Despite having some concerns about the strength and resilience of the economy, the U.S. consumer is in pretty good shape. The unemployment rate stands at just 4.1% as of September 2024, and the economy added 254,000 new jobs that month as well. Meanwhile, inflation has declined to 2.4% — a level not seen since February 2021. On top of that good news, interest rates on things like credit cards, personal loans and mortgages are slowly easing.
The result is brisk consumer spending and an optimistic outlook for consumer discretionary stocks. If things continue to improve and the U.S. economy manages to avoid a recession or economic hard landing, right now might be a good time to buy one or more of the stocks or exchange-traded funds, or ETFs, on this list.
Here are eight of the best consumer discretionary stocks and ETFs to buy today:
— Amazon.com Inc. (ticker: AMZN)
— Lowe’s Cos. Inc. (LOW)
— Ford Motor Co. (F)
— Tesla Inc. (TSLA)
— Netflix Inc. (NFLX)
— Target Corp. (TGT)
— Marriott International Inc. (MAR)
— Vanguard Consumer Discretionary Index Fund ETF Shares (VCR)
Amazon.com Inc. (AMZN)
Boasting an incredible market cap of around $2 trillion, AMZN is the largest stock in the consumer discretionary sector and, of course, one of the largest and best-known companies in the world.
Based in Seattle, Amazon offers consumers all manner of digital and physical products on its famous website and through its small network of brick-and-mortar retail outlets in America and in every developed country in the world.
AMZN sources and sells retail products for its own account, but it also facilitates the e-commerce activities of many outside businesses, both large and small.

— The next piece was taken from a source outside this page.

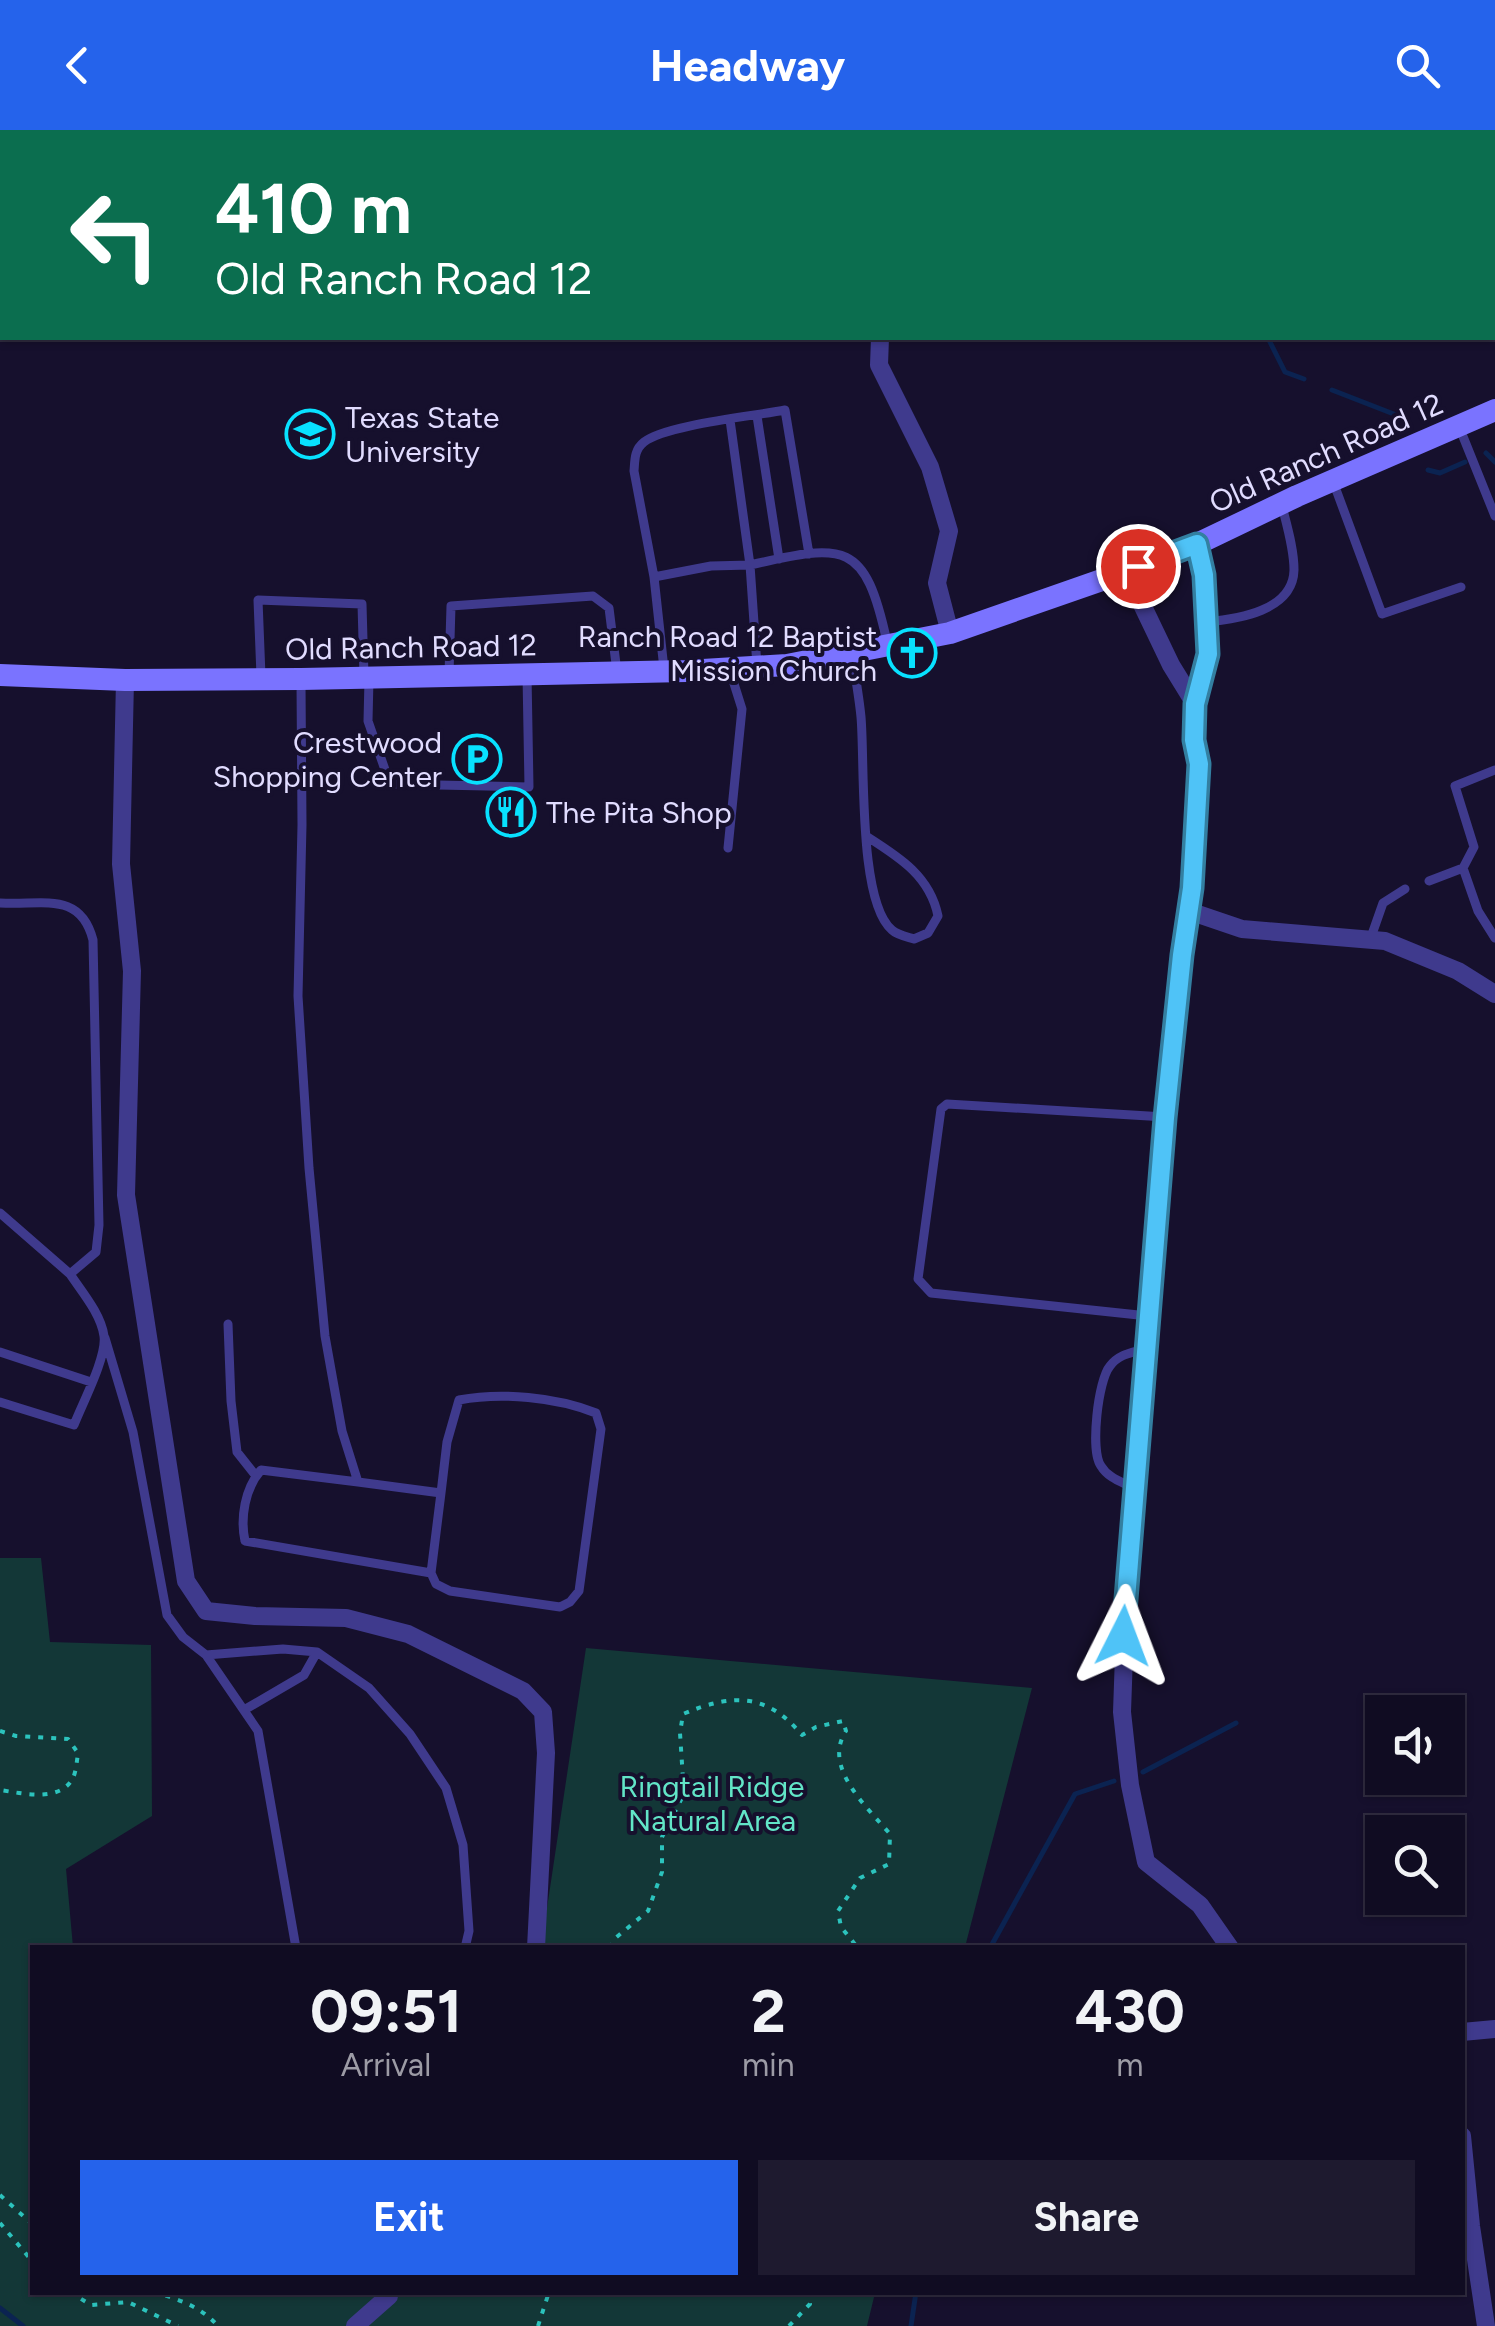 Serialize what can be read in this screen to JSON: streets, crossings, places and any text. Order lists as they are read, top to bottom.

The company also offers a large selection of branded electronic devices like the eero Wi-Fi system, Alexa smart speakers, Ring video doorbell systems, the Amazon Kindle e-reader and more.
In addition to retail, Amazon Web Services, known simply as AWS, is a power player in cloud computing infrastructure. By some estimates, AWS has a 35% global market share in that important and fast-growing business.
Lowe’s Cos. Inc. (LOW)
Lowe’s began as a one-location grain, feed and hardware store in rural North Carolina more than 100 years ago. From those humble beginnings, the company has grown into a $160 billion leader in the consumer discretionary sector, specifically in the home improvement retail segment.
The company has more than 2,300 locations in North America. Those are very impressive numbers, especially considering the company closed all of their stores in Mexico in 2019.
Homeowners and contractors can find almost anything they need at one of the company’s big-box outlets. Lowe’s sells hardware, tools, large and small appliances, lumber, doors and windows, cabinetry, supplies, landscaping materials and much more.
No one expects the company to set any growth records; analysts expect about 2% revenue growth in 2025. That said, earnings per share are expected to grow 7.3% next year, and the stock’s 1.6% dividend makes for a nice little bit of extra income to boot.
Ford Motor Co. (F)
Ford — with General Motors Co. (GM) and Stellantis N.V. (STLA) — is one of the “Big Three” automakers and one of the most iconic U.S. publicly traded companies.
The $43 billion automotive company designs, builds and sells trucks, cars, minivans, SUVs and other vehicles to individual and commercial customers around the world. Beyond auto sales, Ford also generates excellent revenue from its parts and services divisions and is making significant inroads in the electric vehicle, or EV, market.
The stock currently yields 5.5%.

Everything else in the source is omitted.